## Available records

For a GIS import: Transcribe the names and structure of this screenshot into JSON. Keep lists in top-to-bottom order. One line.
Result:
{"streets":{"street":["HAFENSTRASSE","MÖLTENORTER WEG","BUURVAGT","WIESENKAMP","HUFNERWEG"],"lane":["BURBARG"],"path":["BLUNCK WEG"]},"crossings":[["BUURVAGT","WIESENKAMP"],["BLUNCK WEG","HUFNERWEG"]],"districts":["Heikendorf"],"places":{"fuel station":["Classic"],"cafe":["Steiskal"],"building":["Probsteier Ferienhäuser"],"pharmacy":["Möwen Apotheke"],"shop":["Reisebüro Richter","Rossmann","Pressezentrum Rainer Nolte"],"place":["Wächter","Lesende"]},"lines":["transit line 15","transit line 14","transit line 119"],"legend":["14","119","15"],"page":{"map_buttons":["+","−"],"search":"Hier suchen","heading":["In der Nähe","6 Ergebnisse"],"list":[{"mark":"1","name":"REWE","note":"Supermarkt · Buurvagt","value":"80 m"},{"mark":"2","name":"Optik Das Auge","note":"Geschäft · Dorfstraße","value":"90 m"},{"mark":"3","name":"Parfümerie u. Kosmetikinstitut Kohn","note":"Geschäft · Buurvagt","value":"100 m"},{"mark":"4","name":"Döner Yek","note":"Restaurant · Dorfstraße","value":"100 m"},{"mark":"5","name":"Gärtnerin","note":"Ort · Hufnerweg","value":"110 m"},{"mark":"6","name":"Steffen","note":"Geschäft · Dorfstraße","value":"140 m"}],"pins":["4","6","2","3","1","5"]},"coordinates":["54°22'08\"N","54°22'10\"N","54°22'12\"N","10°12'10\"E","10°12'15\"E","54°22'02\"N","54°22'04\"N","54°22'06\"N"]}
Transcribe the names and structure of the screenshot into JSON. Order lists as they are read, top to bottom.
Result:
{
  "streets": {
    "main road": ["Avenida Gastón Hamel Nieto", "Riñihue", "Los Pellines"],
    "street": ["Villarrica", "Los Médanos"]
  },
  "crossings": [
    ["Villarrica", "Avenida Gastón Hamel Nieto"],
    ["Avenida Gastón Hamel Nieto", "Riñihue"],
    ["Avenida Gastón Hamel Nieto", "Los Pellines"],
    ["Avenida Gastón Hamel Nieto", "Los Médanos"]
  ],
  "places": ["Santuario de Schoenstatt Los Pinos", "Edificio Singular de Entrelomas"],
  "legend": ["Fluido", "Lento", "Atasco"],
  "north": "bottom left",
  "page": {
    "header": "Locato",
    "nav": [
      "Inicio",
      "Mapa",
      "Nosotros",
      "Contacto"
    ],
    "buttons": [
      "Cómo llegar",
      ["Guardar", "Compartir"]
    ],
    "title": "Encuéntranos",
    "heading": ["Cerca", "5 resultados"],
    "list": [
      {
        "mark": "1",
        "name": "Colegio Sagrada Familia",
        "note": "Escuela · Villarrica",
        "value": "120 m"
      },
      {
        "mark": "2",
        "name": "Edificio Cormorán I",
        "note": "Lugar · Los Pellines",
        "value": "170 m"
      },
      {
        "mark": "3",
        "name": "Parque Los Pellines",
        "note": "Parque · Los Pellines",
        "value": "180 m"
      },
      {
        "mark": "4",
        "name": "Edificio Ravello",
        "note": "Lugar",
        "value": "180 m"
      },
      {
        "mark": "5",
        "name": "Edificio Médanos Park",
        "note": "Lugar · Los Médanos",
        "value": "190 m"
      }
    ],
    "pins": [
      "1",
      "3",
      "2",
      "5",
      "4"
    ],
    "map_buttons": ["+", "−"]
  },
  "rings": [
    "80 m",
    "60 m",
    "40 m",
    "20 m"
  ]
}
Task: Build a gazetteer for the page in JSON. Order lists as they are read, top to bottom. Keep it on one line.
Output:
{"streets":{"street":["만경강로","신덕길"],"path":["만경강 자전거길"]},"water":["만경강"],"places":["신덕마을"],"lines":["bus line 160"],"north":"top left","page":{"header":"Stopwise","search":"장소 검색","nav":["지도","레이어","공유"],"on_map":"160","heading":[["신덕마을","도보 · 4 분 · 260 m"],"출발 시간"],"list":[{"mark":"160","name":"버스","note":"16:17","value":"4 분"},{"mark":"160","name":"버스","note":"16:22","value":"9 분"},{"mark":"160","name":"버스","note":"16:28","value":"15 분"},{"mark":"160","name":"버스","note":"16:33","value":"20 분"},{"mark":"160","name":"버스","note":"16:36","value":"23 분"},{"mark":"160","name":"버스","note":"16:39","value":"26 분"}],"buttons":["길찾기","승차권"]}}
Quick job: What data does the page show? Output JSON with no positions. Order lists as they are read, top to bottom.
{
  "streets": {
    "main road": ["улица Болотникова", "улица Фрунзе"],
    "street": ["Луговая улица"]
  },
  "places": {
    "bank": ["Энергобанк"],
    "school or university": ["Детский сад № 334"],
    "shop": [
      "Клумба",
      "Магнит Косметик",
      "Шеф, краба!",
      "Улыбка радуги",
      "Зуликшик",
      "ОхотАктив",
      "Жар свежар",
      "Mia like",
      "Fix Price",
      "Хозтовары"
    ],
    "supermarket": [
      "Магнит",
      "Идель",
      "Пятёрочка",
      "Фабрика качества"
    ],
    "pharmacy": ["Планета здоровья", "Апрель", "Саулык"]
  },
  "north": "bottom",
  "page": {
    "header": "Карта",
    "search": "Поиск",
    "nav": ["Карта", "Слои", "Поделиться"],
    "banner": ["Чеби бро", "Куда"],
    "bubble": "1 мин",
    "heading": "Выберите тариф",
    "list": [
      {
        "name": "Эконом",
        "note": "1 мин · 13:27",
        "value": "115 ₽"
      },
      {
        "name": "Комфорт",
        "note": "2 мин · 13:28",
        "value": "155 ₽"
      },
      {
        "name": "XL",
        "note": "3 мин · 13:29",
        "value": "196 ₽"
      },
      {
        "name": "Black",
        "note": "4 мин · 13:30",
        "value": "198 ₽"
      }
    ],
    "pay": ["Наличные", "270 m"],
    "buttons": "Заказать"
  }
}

## Task prompt
Throughout the material above, find lines holding the word "main", then copy them.

## Response to this exercise
    "main road": ["Avenida Gastón Hamel Nieto", "Riñihue", "Los Pellines"],
    "main road": ["улица Болотникова", "улица Фрунзе"],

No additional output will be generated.